Следует ли из сказанного, что надежде суждено осуществиться? К сожалению, у меня нет такой уверенности, ибо «Земля дрожит» противоречит все же некоторым кинематографическим принципам, над которыми Висконти предстоит в дальнейшем одержать более убедительную победу. В частности, его упорное нежелание чем–либо пожертвовать ради драматургических категорий приводит к совершенно явному и вескому результату — публика начинает скучать. При крайне ограниченном действии фильм длится свыше трех часов. К тому же диалог идет на сицилийском наречии, причем фотографический стиль изображения исключает возможность субтитров; в итоге даже сами итальянцы не понимают ни слова. Совершенно ясно, что «Земля дрожит» — зрелище по меньшей мере суровое, имеющее весьма незначительную коммерческую ценность. Я был бы рад, если полублаготворительный характер кинофирмы «Универсалиа» в сочетании с огромным личным состоянием Лукино Висконти дали возможность завершить намеченную трилогию (в которой «Земля дрожит» должна быть лишь первым эпизодом). В результате получится некий кинематографический монстр, глубоко социальная и политическая тема которого будет все же недоступна широкой публике.
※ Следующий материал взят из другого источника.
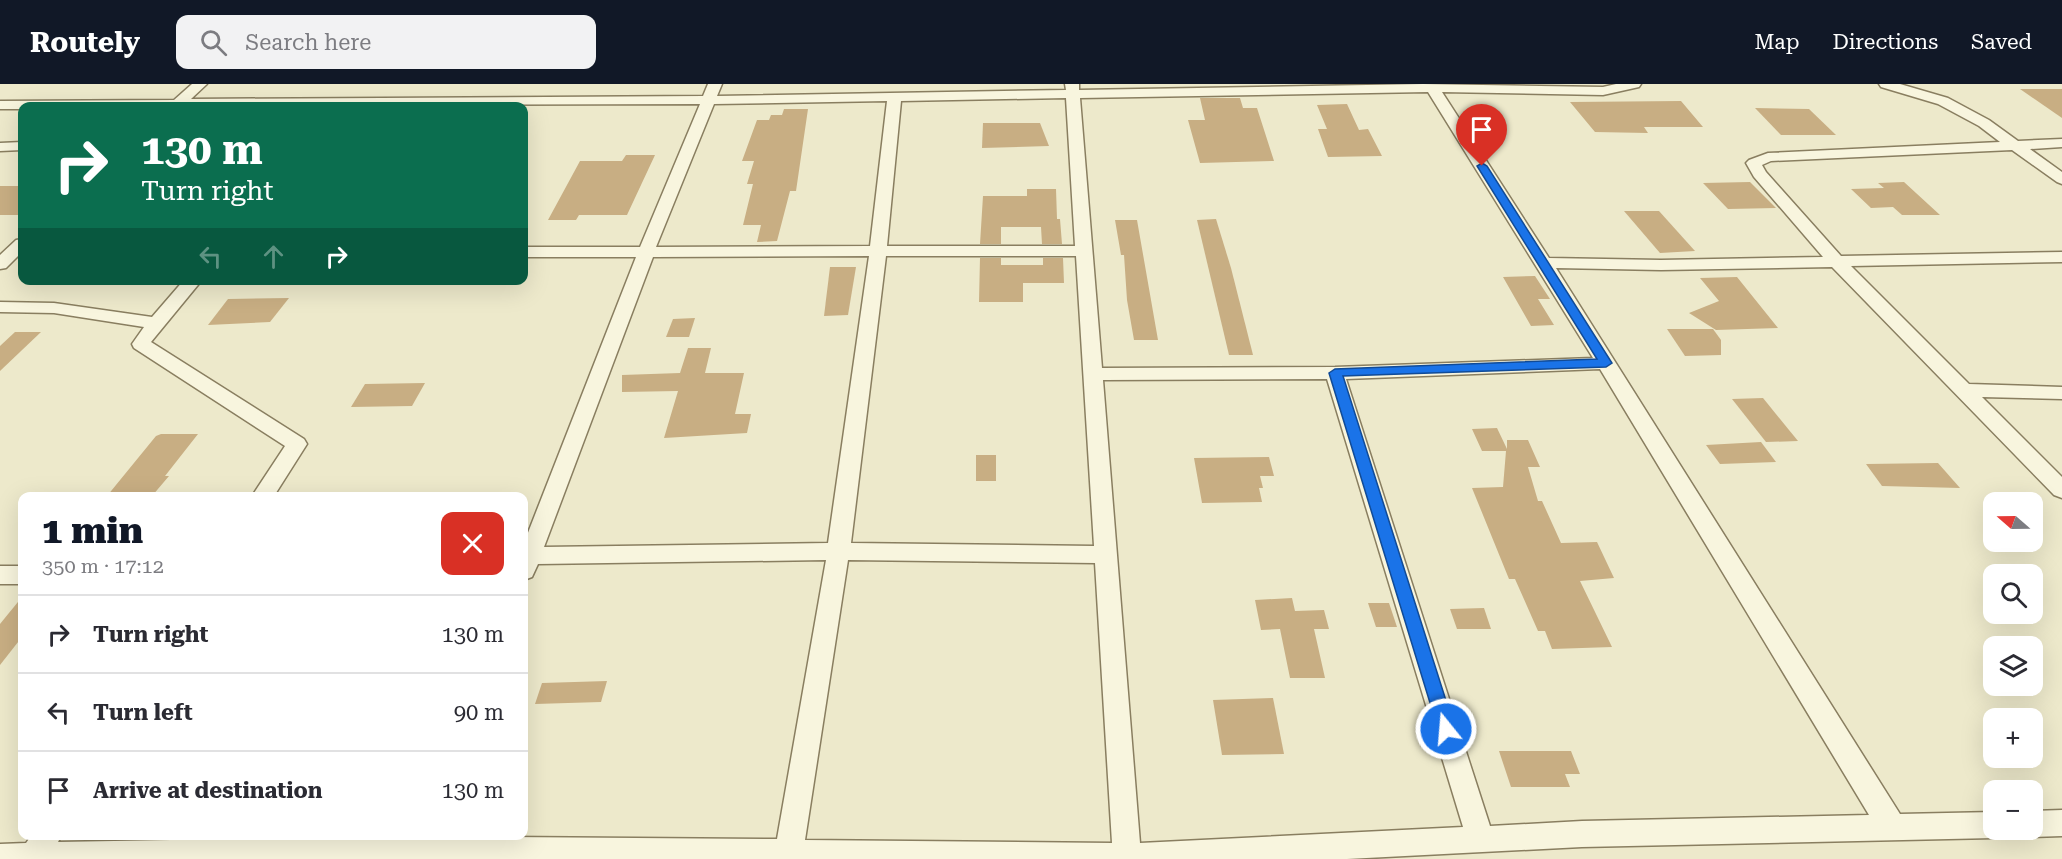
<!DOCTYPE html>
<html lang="en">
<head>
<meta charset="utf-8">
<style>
  body { margin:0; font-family:"Roboto Serif",serif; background:#f2f2f3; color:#2b2b33; height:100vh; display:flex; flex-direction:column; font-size:22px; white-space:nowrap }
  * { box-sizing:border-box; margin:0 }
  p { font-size:20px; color:#7c7c81 }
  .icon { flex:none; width:33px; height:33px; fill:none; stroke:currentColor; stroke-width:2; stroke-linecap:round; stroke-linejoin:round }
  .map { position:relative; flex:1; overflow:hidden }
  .panel { position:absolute; left:18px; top:408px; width:510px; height:348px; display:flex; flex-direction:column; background:#fff; border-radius:12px; box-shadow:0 6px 24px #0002 }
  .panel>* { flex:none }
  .guide { position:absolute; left:18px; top:18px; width:510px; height:183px; border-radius:12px; box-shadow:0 6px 24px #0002; background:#0b6e4f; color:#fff; overflow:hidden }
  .needle { width:39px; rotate:290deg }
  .tools { position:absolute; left:1983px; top:408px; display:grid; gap:12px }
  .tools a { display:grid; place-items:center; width:60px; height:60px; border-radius:12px; background:#fff; box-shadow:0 6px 24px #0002; font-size:30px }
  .pin { position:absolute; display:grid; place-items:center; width:51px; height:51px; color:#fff; margin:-62px -26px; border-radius:50% 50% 50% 0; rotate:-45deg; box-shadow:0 0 6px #0007 }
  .pin .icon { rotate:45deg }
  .me { position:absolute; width:66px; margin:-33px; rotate:343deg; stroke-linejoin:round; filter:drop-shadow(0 0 4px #0008) }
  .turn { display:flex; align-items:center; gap:21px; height:126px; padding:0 24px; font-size:27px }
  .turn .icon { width:78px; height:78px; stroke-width:2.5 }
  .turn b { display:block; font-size:42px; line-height:51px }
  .lanes { display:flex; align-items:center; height:57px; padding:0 24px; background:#0003; justify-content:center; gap:30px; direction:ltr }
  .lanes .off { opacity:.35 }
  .round { display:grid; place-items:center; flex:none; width:63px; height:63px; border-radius:12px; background:#f2f2f3 }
  .summary { display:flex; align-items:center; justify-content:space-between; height:102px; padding:0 24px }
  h1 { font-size:36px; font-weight:800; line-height:45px; color:#111827 }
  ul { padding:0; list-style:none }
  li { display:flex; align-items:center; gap:18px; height:78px; padding:0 24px; border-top:2px solid #e1e1e2 }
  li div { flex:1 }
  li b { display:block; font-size:22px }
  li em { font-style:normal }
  header { display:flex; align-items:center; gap:36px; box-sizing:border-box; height:84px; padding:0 30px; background:#111827; color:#fff }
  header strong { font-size:28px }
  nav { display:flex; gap:33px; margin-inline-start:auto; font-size:21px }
  .search { width:420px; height:54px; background:#f2f2f3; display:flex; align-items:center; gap:15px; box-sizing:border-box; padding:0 21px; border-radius:12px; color:#7c7c81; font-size:22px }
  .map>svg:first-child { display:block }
</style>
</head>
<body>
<header>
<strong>Routely</strong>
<div class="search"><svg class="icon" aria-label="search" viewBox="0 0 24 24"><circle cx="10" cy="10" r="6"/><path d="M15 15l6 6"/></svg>Search here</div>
<nav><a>Map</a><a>Directions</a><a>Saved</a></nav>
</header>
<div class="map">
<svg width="2062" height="775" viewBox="0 0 2062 775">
  <rect width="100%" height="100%" fill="#ede9cb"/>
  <g fill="#c8ae83">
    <path d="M2020,5H2062V34Z"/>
    <path d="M1200,14H1240L1243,24H1257L1274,77L1200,79L1188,36H1205Z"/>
    <path d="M1681,17L1703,43H1644L1648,49L1595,48L1570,18Z"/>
    <path d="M1347,20L1359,46L1368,45L1382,72L1328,73L1318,45H1327L1317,21Z"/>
    <path d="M1755,24L1809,25L1836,51H1781Z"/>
    <path d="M784,25H808L796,107H790L777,157L757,158L761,141H743L753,100H747L754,77H742L757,36H769L771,31H782Z"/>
    <path d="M983,39H1040L1049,62L982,64Z"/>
    <path d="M626,71H655L627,131H579L576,136H548L580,77H622Z"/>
    <path d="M1750,98L1776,124L1728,125L1703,99Z"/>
    <path d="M1904,98L1940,131H1902L1893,123L1871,124L1851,105L1884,104L1878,99Z"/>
    <rect x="0" y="102" width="22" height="29"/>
    <path d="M1027,105H1056L1057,135H1060L1062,160H1042L1041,143H1001V160H980L983,112H1027Z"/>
    <path d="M1624,127H1659L1695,167L1660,169Z"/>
    <path d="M1216,135L1231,184L1253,271H1229L1197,136Z"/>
    <path d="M1115,136H1137L1158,256H1134L1127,216L1124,171H1121Z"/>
    <path d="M980,174H1001V181H1043V174H1063L1064,199H1023V218H979Z"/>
    <path d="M830,183H856L848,231L824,232Z"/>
    <path d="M1535,192L1550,215H1538L1554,241L1531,242L1503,193Z"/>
    <path d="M1737,193L1778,244L1716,246L1689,229L1719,217L1700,194Z"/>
    <path d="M289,214L270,238L208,241L228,215Z"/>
    <path d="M695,234L689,253H666L673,235Z"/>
    <path d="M1667,245H1713L1721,256V271L1685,272Z"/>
    <path d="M15,248H41L0,287V262Z"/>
    <path d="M688,264H711L705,289H744L735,330H751L747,349L664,354L678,307L622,308V291L680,289Z"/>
    <path d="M425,299L412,322L351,323L365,300Z"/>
    <path d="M1763,314L1798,357L1766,358L1732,315Z"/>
    <path d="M1497,344L1507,365V356H1528L1540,383H1528L1538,417H1542L1561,459L1597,458L1614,494L1580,497L1612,563L1552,565L1545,547H1538L1515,495H1509L1472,404L1503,403L1506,367H1482L1472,345Z"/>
    <path d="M161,350H198L165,392H169L152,412H107L156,352Z"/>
    <path d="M1761,358L1776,378L1720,380L1706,361Z"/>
    <rect x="976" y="371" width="20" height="26"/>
    <path d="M1269,373L1274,392H1260L1263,404H1259L1262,418L1202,419L1194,374Z"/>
    <path d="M1938,379L1960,404L1882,402L1866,380Z"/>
    <path d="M22,513V553L0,581V540Z"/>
    <path d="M1292,514L1295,527L1324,526L1329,545H1314L1325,594H1290L1280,545L1261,546L1255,516Z"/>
    <path d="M1368,519H1389L1397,543H1376Z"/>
    <path d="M1484,524L1491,545H1457L1450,525Z"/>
    <path d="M607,597L601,618L535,620L542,599Z"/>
    <path d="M1273,614L1284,670L1222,671L1213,616Z"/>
    <path d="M1499,667H1571L1580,690H1565L1570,703H1511Z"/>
  </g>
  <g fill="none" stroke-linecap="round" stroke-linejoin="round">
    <g stroke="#897e60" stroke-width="3">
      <g id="street">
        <path d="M192,0H207L191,15L703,12L708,0H722L717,12L1066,6L1065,0H1079V6L1423,0L1603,3L1616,0H1641L1639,3L1603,11L1442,8L1549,174L1661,176L1823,173L1754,93L1746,79L1749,76L1768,69L2000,58L1979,42L1938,20L1881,3L1879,0H1900L1948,14L1989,36L2018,57L2062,55V63L2030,65L2062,88V100L2057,98L2012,66L1771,77L1762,81L1766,88L1841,172L2062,168V178L1851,182L1969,300L2062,303V315L1982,313L2062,393V414L2054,411L1832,183L1661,186L1556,184L1900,730L1994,728V746H2006L2004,750L1994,754L1582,763L1347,775H0V760L26,759L31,752H61L58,758L388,752L777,755L826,476L538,480L532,493L524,496V459L636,173H524V163H640L700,20L22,22V25H0V17L174,16ZM1428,8L1593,274L1335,283L1102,284L1080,14ZM1066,14L1075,162H887L901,17ZM887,17L870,162L656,163L714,20ZM869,172L828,459L544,463L653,173ZM886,172H1076L1094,462L851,459ZM1600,285L1869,731L1582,737L1490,742L1346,295ZM1327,295L1463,743L1140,759L1103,296ZM848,476L1095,479L1112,759L805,756Z"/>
        <path d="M22,58V66L0,67V59Z"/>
        <path d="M22,155V168L6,184L0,185V171L16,156Z"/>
        <path d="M184,196H202L151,258L304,355L307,360L274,412H252L285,362L134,264L132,260L144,243L54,229L0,228V218L54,219L152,233Z"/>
        <rect x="0" y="482" width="22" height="18"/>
        <path d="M2062,726V752L2032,753L2022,749L2021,746H2032V727Z"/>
      </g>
    </g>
    <use href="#street" fill="#f8f5de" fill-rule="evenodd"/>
  </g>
  <path fill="#1a73e8" stroke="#114b97" stroke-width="1.5" d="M1482,79L1487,82L1612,279L1606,283L1343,292L1455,645L1452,650L1446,652L1440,650L1438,645L1329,289L1335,285L1597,275L1477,82Z"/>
</svg>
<div class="tools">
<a><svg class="needle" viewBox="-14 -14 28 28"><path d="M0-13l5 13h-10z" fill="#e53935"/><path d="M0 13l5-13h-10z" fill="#7c7c81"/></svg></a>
<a><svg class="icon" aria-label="search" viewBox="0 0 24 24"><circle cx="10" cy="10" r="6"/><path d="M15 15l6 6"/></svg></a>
<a><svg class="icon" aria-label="layers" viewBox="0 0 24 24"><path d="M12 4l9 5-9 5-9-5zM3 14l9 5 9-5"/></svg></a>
<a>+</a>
<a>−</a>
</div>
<div class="pin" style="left:1482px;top:82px;background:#d93025"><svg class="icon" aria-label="arrive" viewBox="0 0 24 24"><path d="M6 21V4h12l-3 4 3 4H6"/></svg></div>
<svg class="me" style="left:1446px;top:645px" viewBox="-20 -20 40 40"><circle r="17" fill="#1a73e8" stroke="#fff" stroke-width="3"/><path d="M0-11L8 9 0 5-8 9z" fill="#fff"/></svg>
<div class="guide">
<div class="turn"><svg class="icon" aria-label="right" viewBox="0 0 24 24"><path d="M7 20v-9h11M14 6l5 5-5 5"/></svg><div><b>130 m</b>Turn right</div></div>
<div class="lanes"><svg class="icon off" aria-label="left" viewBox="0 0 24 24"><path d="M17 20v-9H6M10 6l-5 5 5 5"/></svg><svg class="icon off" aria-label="ahead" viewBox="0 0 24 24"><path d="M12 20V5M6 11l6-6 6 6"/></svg><svg class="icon" aria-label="right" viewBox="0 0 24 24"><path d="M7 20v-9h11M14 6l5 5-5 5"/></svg></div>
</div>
<section class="panel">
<div class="summary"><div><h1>1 min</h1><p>350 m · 17:12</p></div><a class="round" style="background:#d93025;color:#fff"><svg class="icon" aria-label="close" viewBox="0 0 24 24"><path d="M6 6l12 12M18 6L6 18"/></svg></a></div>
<ul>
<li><svg class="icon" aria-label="right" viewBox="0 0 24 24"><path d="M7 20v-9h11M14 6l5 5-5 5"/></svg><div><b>Turn right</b></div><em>130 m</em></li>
<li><svg class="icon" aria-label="left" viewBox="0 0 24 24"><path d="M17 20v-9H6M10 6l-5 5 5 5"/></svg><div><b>Turn left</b></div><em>90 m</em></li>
<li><svg class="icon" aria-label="arrive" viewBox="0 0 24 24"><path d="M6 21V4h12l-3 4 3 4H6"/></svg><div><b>Arrive at destination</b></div><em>130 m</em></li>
</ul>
</section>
</div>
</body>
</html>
В кино всеобщее признание не является критерием, обязательным для любого произведения, при условии, что причина зрительского непонимания может быть в конечном итоге чем–то компенсирована. Иными словами, непонятность или эзотеризм произведения не должны быть решающими факторами. Если эстетике фильма «Земля дрожит» суждено послужить эволюции кинематографа, то совершенно необходимо, чтобы она могла быть использована в драматургических целях. В противном случае она останется лишь великолепным тупиком.
В этом произведении есть также опасная склонность к эстетизму, которая меня беспокоит гораздо больше в отношении того, что можно ожидать от самого Висконти. Этот изысканный аристократ, художник до мозга костей, исповедует, с позволения сказать, синтетический коммунизм.
Фильму «Земля дрожит» недостает внутреннего огня. Он наводит на мысль о великих художниках Возрождения, которые с чистым сердцем способны были создавать замечательнейшие религиозные фрески, будучи глубоко равнодушны к христианству. Я вовсе не сомневаюсь в искренности коммунистических взглядов Висконти. Но что такое искренность? Разумеется, речь вовсе не идет о патернализме по отношению к пролетариату. Патернализм есть порождение буржуазной социологии, а Висконти — аристократ. Но, может быть, мы сталкиваемся здесь с некиим эстетическим соучастием в историческом развитии. Как бы то ни было, этому произведению очень далеко до захватывающей убедительности «Броненосца «Потемкин», или «Конца Санкт–Петербурга», или даже аналогичного сюжета у Пискатора{168}. Фильм Висконти имеет чисто объективную пропагандистскую ценность; он наделен документальной силой, не поддержанной, однако, какой–либо эмоциональной выразительностью. Совершенно ясно, что Висконти именно этого добивался, и в принципе его предвзятость не лишена привлекательности. Однако такая позиция связана с известным риском, и нет уверенности в том, что она оправдается, во всяком случае, в кино. Будем надеяться, что в дальнейшем творчество Висконти сумеет нас убедить в его правоте. Это возможно лишь при условии, если оно удержится от падения в том направлении, в котором, как нам кажется, уже намечается опасный крен.